Sara’s story is brutal, emotional and tears at the soul. Her bravery in telling it is a testament to her survivor spirit.

A young woman from the  United States shared her story with us. This is Sara’s  journey out of Islam and her voice against FGM.

photo_2021-03-24_08-56-47
Sara at 17, her first year in the USA, first time  attending school
I Cannot stay silent anymore!

“My name is Sahara (Sara).  I was born in Somalia but grew up  in a refugee camp in Kenya for about 12 years. My biological mother died right after I was born. My biological father and I were separated due to the civil war in Somalia in 1991. Many years later, I came to America. I had no formal education and did not even know how to write my first name. I literally started from zero at the age of seventeen!

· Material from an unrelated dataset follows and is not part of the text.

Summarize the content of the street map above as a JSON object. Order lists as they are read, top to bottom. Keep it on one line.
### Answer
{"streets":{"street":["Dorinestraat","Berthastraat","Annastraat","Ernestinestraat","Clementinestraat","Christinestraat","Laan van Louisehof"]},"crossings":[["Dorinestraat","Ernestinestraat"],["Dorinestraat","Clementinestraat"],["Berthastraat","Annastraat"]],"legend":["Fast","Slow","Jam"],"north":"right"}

From an early age, I dreamt that I would someday be able to attend school. I was eager to learn how to read and write. Today, thanks to America and the opportunity it provided, I was able to graduate from college. Many people believed in me and helped me through my journey to become literate!

I remember very well a big event that took place in my teenage years in Kenya. My biological father’s side of the family began to force me to do something that would have had a detrimental effect on my future. I was brutally beaten for questioning their decision. (Children and women are commonly physically and mentally abused in the culture I came from).  I eventually escaped from my family to seek a better life. 

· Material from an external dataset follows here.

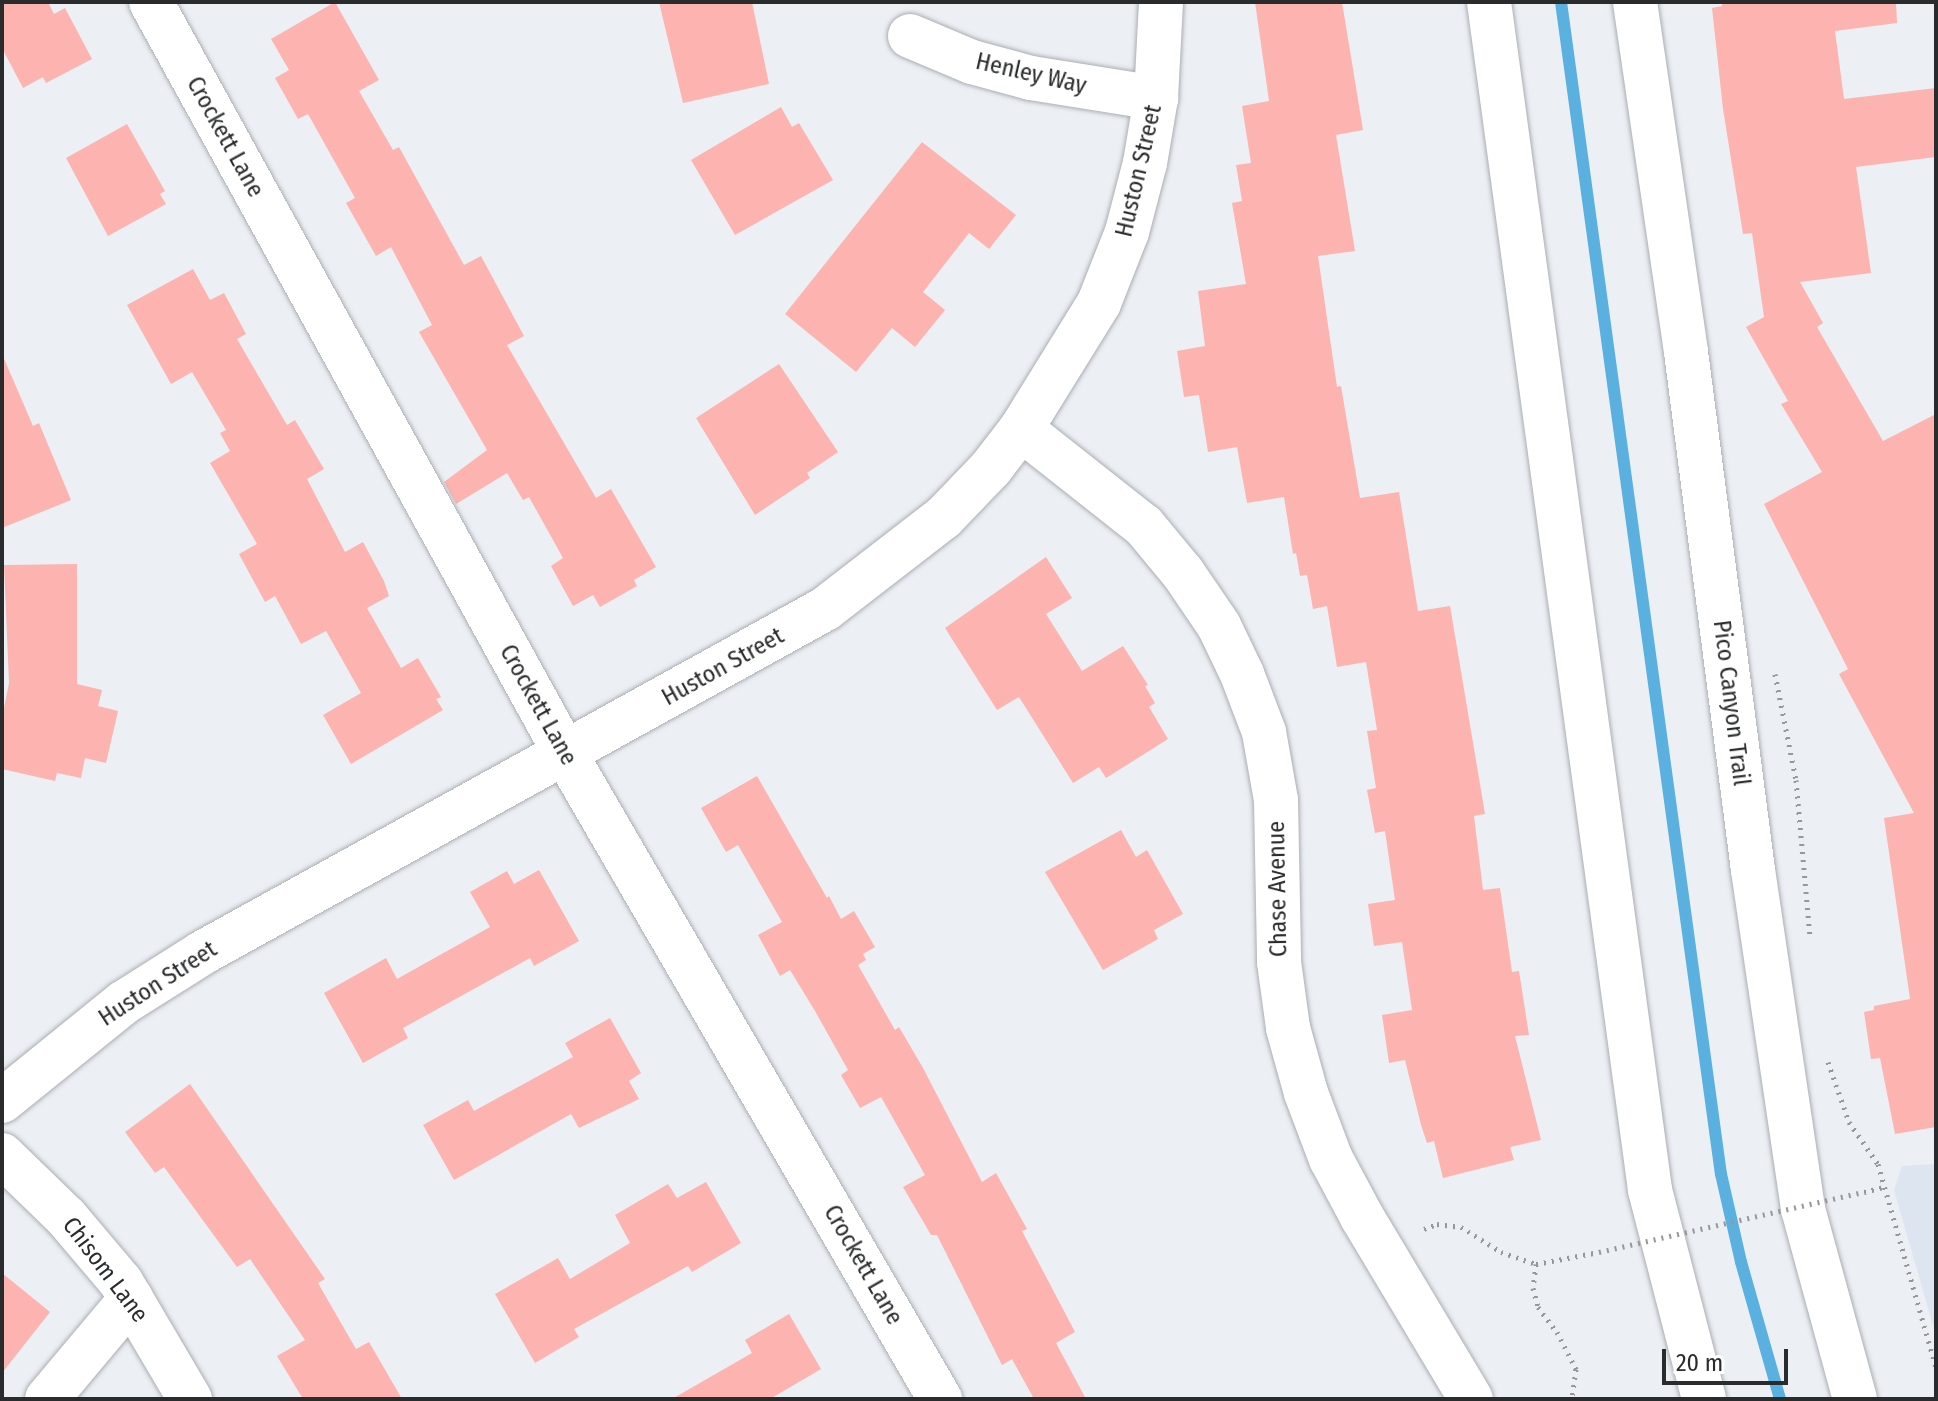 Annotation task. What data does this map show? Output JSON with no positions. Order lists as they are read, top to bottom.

I came to the USA at the age of seventeen. All the girls I came with  got married and a few worked at jobs that didn’t require English. In Kenya, especially in the camp where I grew up,  girls got married (arranged and forced) at very young ages between 14- 15. In Somali culture  it’s a common practice.  I am against girls or boys  being forced to marry without their consent. I never pictured that life for myself. I always knew in my heart that there was more than what I was  told !  I dreamt of a different world where I could choose what I wanted in  life.  My goals and dreams were to become literate. I had dreamt as a little girl that someday, I would go somewhere in the world and become someone who could make a difference in humanity and for society. I didn’t quite know what that “something” was,  but I knew I wanted to become educated and especially learn how to read and write. 

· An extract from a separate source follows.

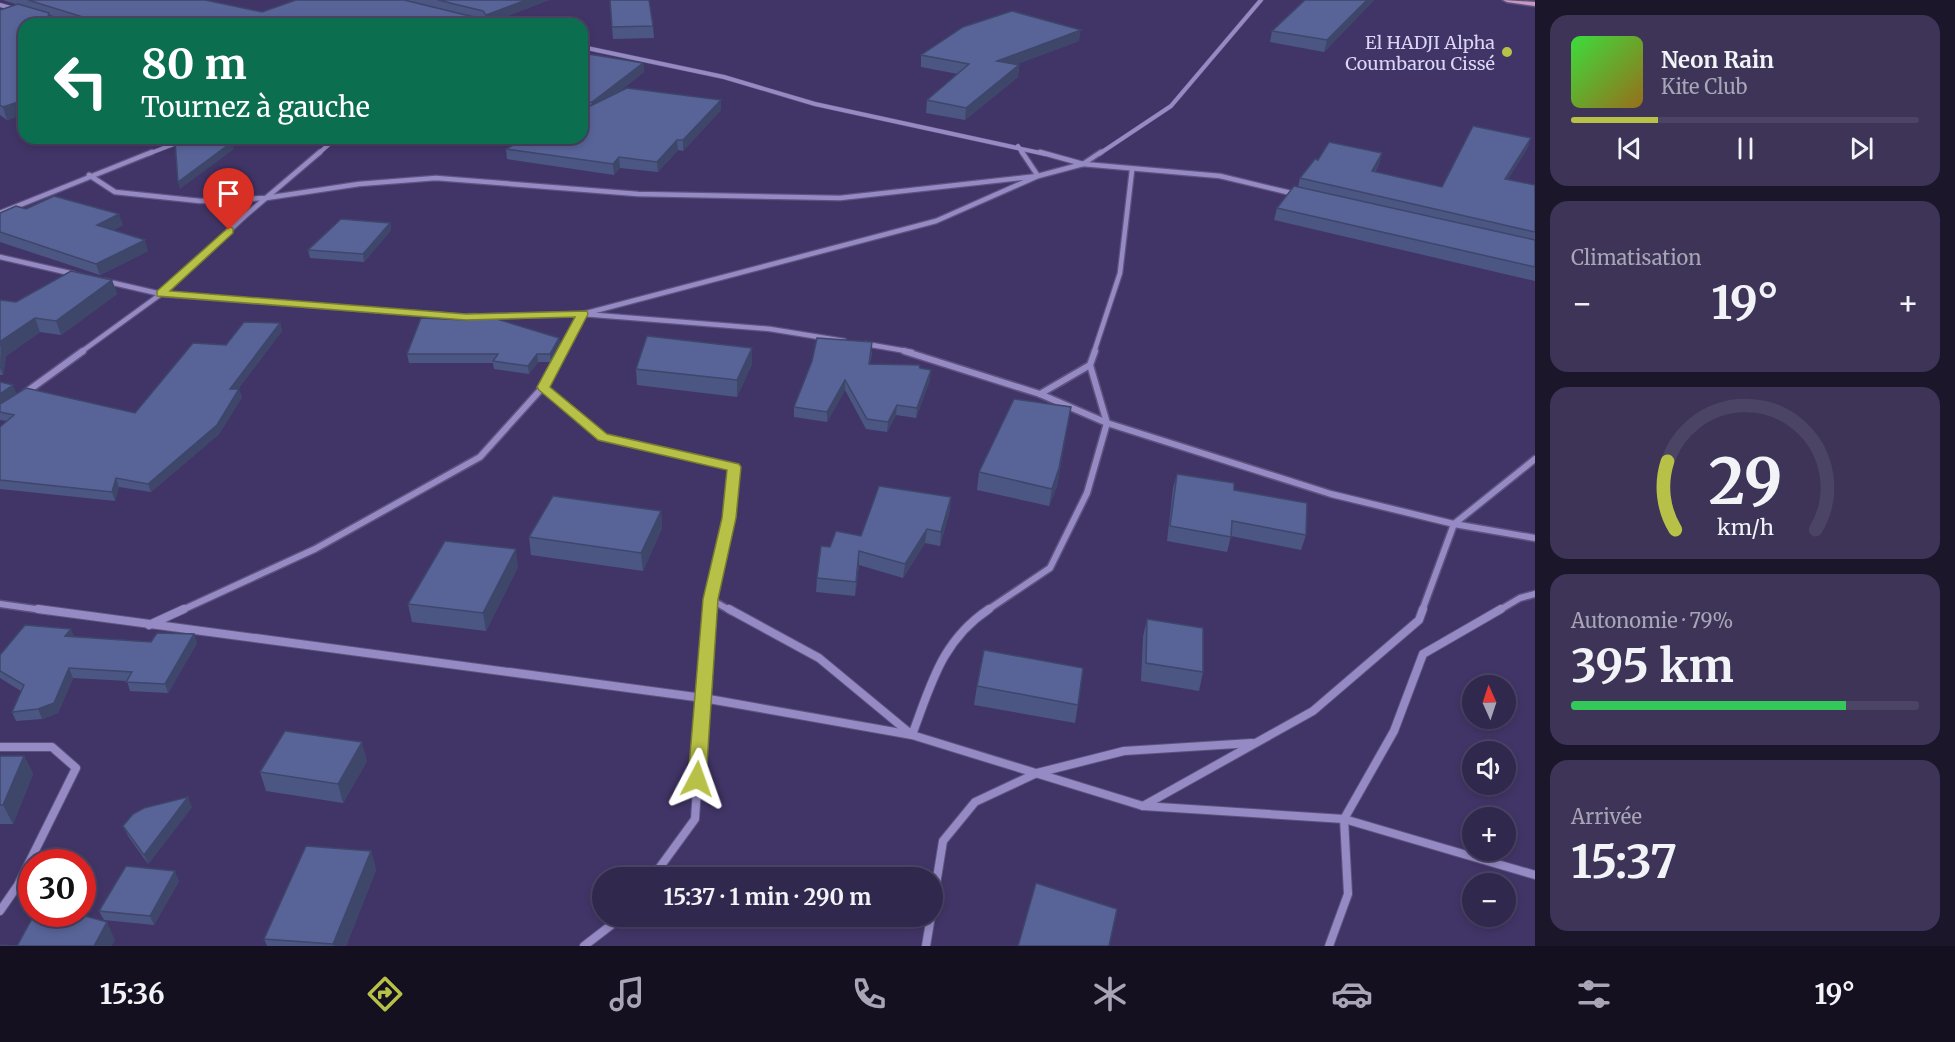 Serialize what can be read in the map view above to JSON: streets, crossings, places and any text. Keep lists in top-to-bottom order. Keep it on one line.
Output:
{"places":["El HADJI Alpha Coumbarou Cissé"],"north":"top","page":{"turn":["80 m","Tournez à gauche"],"song":["Neon Rain","Kite Club"],"tile":["Climatisation",["Autonomie · 79%","395 km"],["Arrivée","15:37"]],"heat":["−","19°","+"],"map_buttons":["+","−"],"limit":"30","trip":"15:37 · 1 min · 290 m","tabs":["15:36","19°"],"gauge":["29","km/h"]}}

My caregivers wanted me to  do the same thing the other girls were doing. This meant they thought I should get married and maybe also get a job and make money so that I could send   financial  support to people back in Kenya.  I stood up for myself because my dream was to go to highschool and then onto college. The caregiver didn’t approve of this.  I stood up to them and stuck to my word. I told them that it’s never too late to learn and I was going to  become literate! 

As I began to comprehend English, I learned how to read and think more critically. I grew up being told that Allah will strike you down if you remove your hijab in public. I was indoctrinated that Islam is the only path in life. Other people were infidels. People who I was told not to associate with (gaalo ) were so kind and welcomed me to this new home with open arms.  I always wondered why a creator would create other good people with different beliefs that would go to hell. I feel  a creator would know our hearts regardless of what particular beliefs we hold. It is important to be a good person without having to put a label on people. Labels divide people. We are all part of the human race.  

When I first  removed my headcover (Hijab), it was the first time since I was six or seven.  Allah did NOT strike me down ! We are told that in order to put fear in children. I felt good about my decision. It  was an empowering experience! It was a beautiful moment to feel the wind through my hair, especially when I rode my bike! I learned how to ride a bike about 3 years ago! I remember where I grew up, girls didn’t ride bikes because that was not culturally acceptable. 

 I believe it was around 2016 to 2017 when I started looking into Islam and its teachings in an objective manner. While conversing with a coworker,  Ayaan Hersey Ali’s name came up. The person I was having a conversation with said  “Ayaan needs to die and deserves to be killed!”  I replied,  “Why would you kill someone?  Doesn’t she have the same rights as you?”  Then this person said to me,  “Do you know that I can kill you (meaning me)  if you leave Islam and remove your headcover?” (hijab). I was terrified and so heartbroken that someone I knew justified that she could kill me  because her book  (Quran) allowed her to do so!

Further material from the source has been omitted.